The team focussed on METex14, a faulty form of MET recently discovered to play a role in some lung, stomach, bowel and brain cancers. METex14 lacks an entire section of the healthy protein that would ordinarily help to switch it off. Without this brake pedal, METex14 becomes over-active, uncontrollably stimulating certain processes within cells.
“Whether METex14 can drive cancer on its own has remained elusive,” say Dr Kermorgant and Dr Kherrouche. “So we decided to create a pure model that isolates METex14 from other gene mutations that might affect tumour development.”
Using a state-of-the-art genetic engineering tool called CRISPR, the researchers edited the DNA of human lung cells, inserting METex14 but no other cancer-driving mutations. This is in contrast to previous studies by other groups, which examined cells that contained METex14 in addition to a number of other mutations, making it difficult to isolate the effect of METex14 alone.
In their pure model, the team saw that METex14 alone could make cells begin to migrate and invade the tissue around them, recreating the behaviour of cancer cells when they spread. But METex14 could only produce this effect when another molecule, called hepatocyte growth factor (HGF), was present. HGF acts as a molecular on-switch for MET, but it wasn’t clear until now whether METex14 needed to be stimulated by this molecular accelerator pedal to function, or if it was always active due to its missing brake pedal.
Next, the team studied the effect of METex14 on tumours in mice. Tumours with the faulty METex14 grew more quickly than those with normal MET, particularly in mice genetically engineered to express the human version of HGF needed to activate it. What’s more, treatment with MET-inhibitors reduced tumour growth in the mice, showing that this therapy works in this context.
Finally, the team examined lung tumour samples from 18 people with the METex14 mutation and found that HGF was present in two-thirds of tumours. “This raises an interesting question: if HGF is only found in some tumours, does its presence or absence partially explain why MET inhibitors work in some patients and not others?” Dr Kermorgant asks. “If so, it could be important to base treatment decisions not only on whether a person has this METex14 mutation but also on the level of HGF in the tumour.”
The team plans to test this theory further by examining a larger number of people with cancer, looking at whether the levels of HGF in a person’s tumour are linked to how effective MET inhibitors are for that individual. They also intend to create cell and animal models that pair METex14 with other genetic mutations common in cancer to examine the combined effect.

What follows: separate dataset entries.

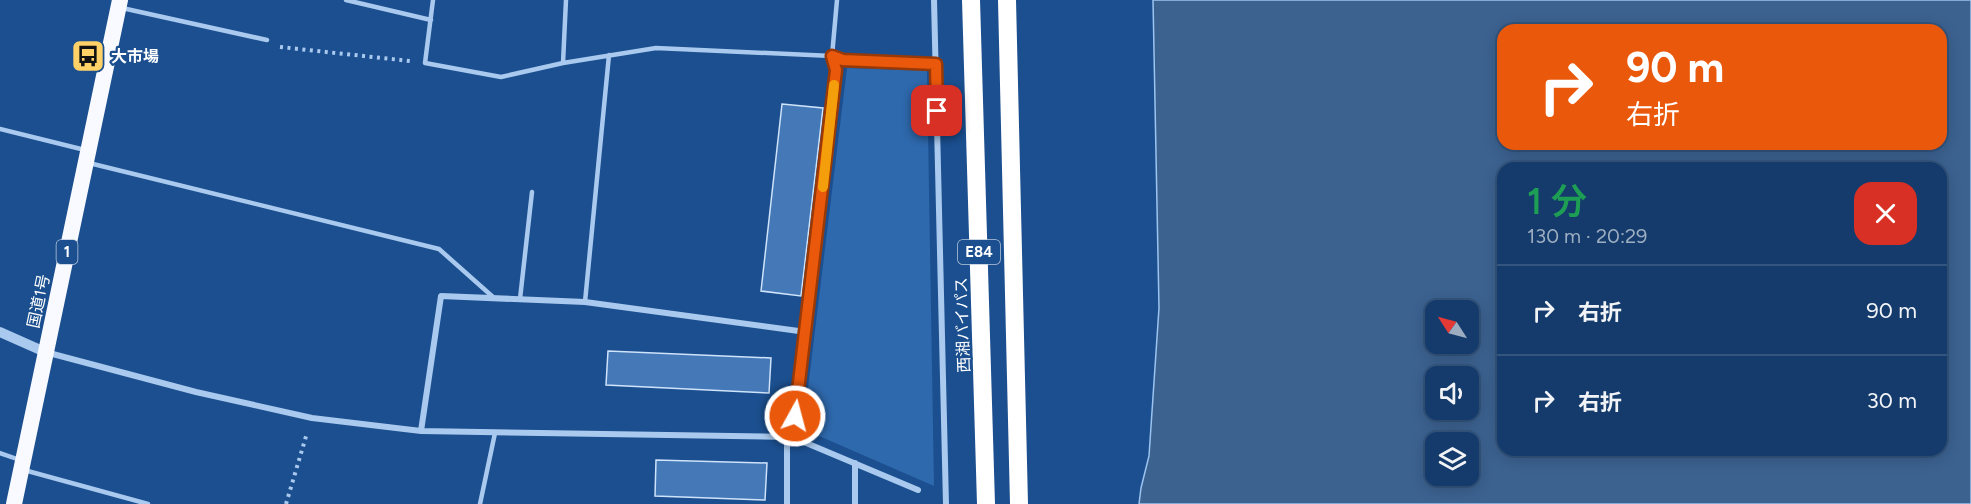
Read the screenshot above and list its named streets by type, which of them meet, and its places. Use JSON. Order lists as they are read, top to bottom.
{
  "streets": {
    "highway": [
      "1",
      "E84",
      "国道1号",
      "西湘バイパス"
    ]
  },
  "places": {
    "bus stop": ["大市場"]
  },
  "north": "top left",
  "page": {
    "turn": ["90 m", "右折"],
    "heading": ["1 分", "130 m · 20:29"],
    "list": [
      {
        "name": "右折",
        "value": "90 m"
      },
      {
        "name": "右折",
        "value": "30 m"
      }
    ]
  }
}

Ultimately, this work is helping to build a rulebook for personalising treatment for patients. This will equip doctors to select the optimum treatment approach for the unique properties of each tumour, giving people the best chance of living longer, healthier lives free from cancer.
Dr Kermorgant’s work on this study was funded by the Medical Research Council (MRC), OCTIMET Oncology, Rosetrees Trust, the Biotechnology and Biological Sciences Research Council (BBSRC) and Barts Charity. For a full list of funders, please see the research paper.